### Task to carry out
Show each line in the listing below that contains the word "Normale".

### Data for review
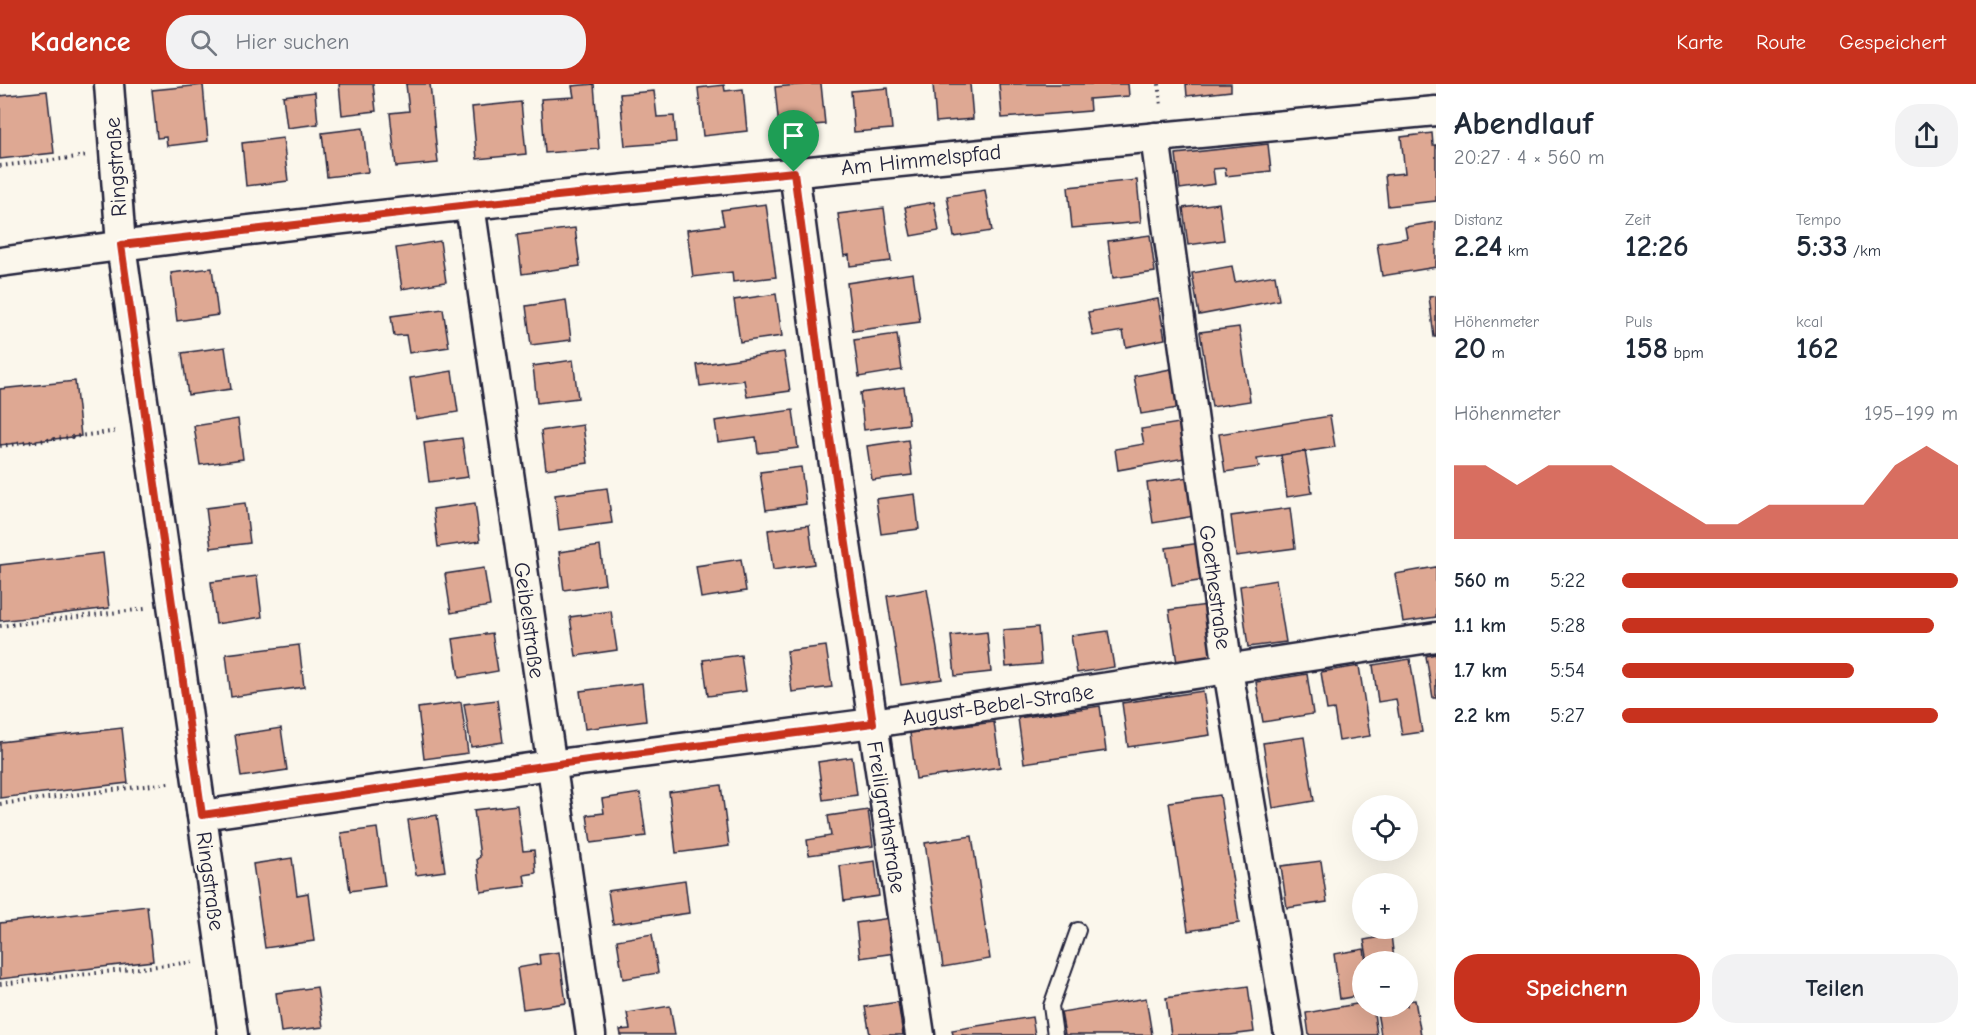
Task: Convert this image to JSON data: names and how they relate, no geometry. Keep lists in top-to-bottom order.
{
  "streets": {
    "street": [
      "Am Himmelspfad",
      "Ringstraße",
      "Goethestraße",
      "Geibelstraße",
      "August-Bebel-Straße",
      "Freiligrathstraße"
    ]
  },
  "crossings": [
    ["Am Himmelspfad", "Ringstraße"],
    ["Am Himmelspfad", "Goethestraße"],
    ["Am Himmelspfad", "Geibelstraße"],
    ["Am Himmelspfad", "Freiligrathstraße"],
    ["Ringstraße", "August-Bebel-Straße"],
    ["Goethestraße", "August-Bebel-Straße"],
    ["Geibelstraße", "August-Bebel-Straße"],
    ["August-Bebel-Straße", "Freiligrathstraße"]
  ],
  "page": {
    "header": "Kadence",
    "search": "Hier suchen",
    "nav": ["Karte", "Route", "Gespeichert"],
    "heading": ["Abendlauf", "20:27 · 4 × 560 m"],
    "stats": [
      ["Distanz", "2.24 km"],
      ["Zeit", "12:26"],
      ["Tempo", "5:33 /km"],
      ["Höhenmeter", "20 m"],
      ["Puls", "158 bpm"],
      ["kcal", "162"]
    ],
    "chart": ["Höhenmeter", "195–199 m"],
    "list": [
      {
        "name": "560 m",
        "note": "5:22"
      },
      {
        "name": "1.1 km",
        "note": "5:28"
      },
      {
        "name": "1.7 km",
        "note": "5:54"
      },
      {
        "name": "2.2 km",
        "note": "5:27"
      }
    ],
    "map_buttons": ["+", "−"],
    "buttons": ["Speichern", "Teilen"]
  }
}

--

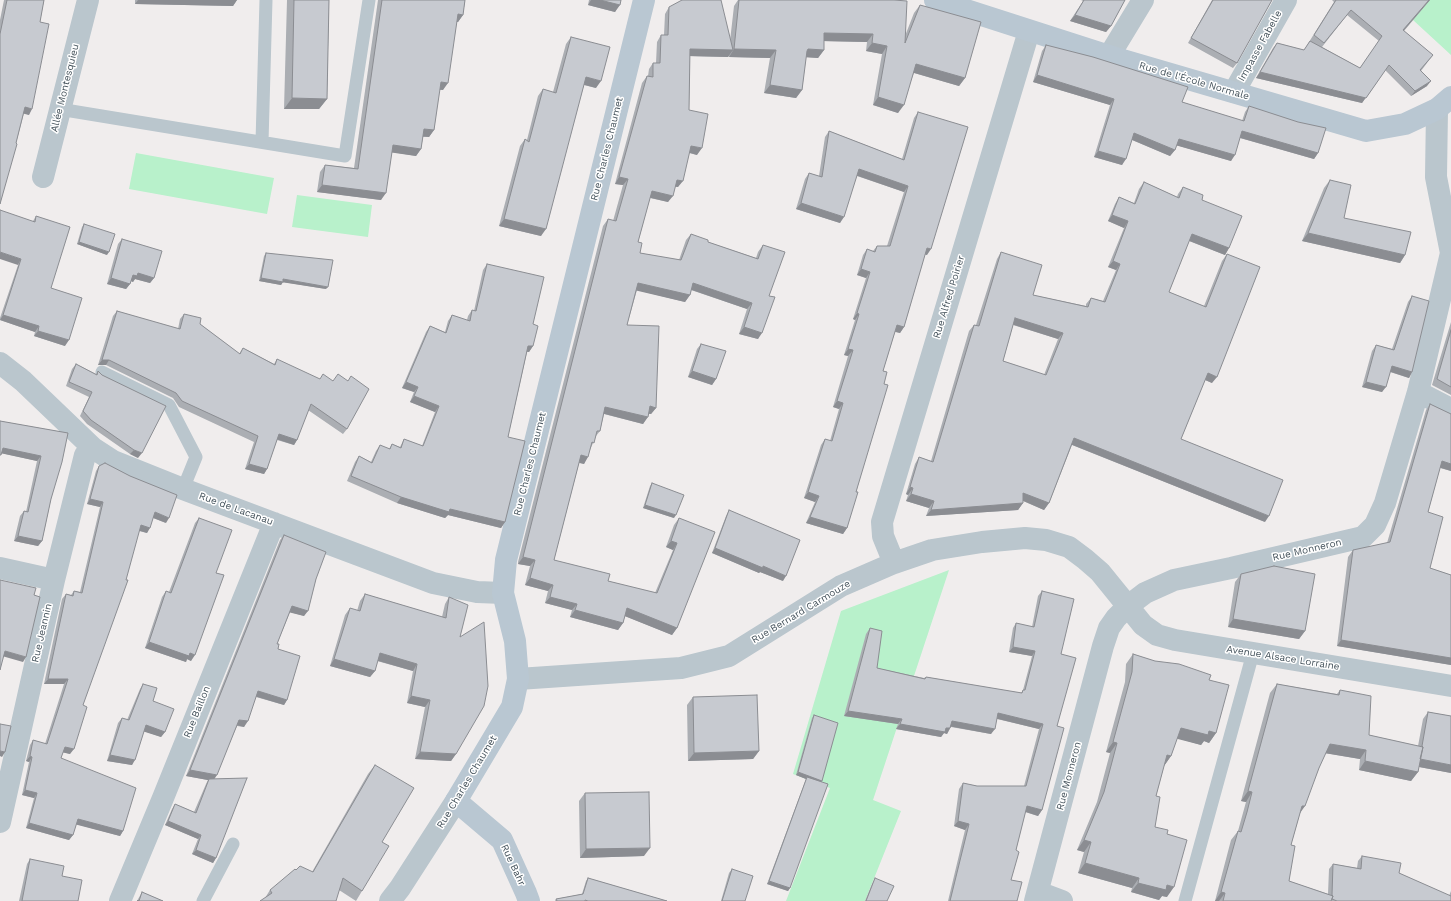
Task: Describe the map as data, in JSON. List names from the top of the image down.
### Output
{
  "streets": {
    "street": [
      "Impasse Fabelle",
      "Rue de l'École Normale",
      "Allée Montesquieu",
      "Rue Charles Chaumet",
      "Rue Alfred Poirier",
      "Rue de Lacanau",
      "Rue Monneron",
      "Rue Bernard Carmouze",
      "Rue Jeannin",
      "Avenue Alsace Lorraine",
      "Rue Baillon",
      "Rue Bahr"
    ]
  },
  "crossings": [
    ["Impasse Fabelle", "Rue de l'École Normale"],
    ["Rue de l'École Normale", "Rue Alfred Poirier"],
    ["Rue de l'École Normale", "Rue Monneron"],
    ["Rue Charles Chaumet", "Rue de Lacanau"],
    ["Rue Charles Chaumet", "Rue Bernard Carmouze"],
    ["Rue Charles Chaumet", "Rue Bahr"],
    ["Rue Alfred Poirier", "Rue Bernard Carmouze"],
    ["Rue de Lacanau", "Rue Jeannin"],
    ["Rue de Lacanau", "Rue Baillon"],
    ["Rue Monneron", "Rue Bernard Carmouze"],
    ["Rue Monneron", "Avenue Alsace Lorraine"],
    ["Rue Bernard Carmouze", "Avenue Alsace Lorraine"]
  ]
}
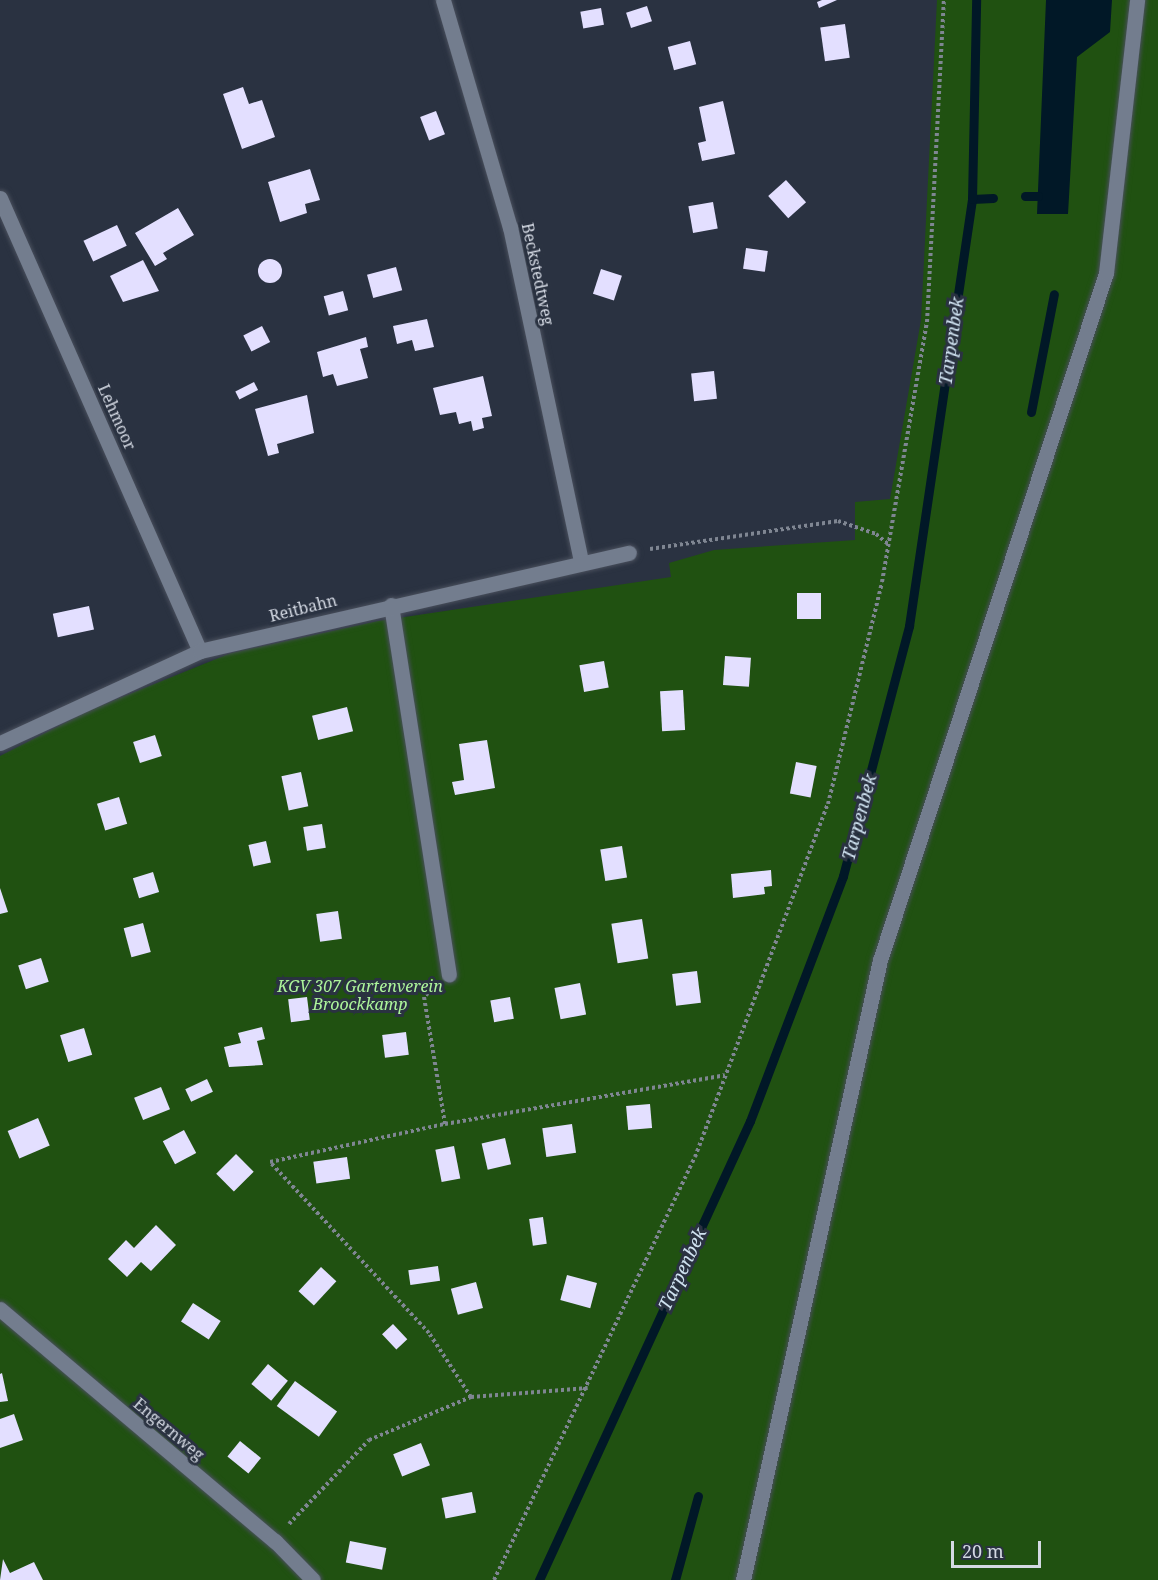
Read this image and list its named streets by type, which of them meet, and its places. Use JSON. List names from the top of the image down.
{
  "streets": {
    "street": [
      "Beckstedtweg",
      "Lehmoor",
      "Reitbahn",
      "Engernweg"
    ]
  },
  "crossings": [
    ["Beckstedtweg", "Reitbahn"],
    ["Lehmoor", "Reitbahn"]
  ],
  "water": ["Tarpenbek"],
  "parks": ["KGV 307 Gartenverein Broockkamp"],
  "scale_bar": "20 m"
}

### Response area
      "Rue de l'École Normale",
    ["Impasse Fabelle", "Rue de l'École Normale"],
    ["Rue de l'École Normale", "Rue Alfred Poirier"],
    ["Rue de l'École Normale", "Rue Monneron"],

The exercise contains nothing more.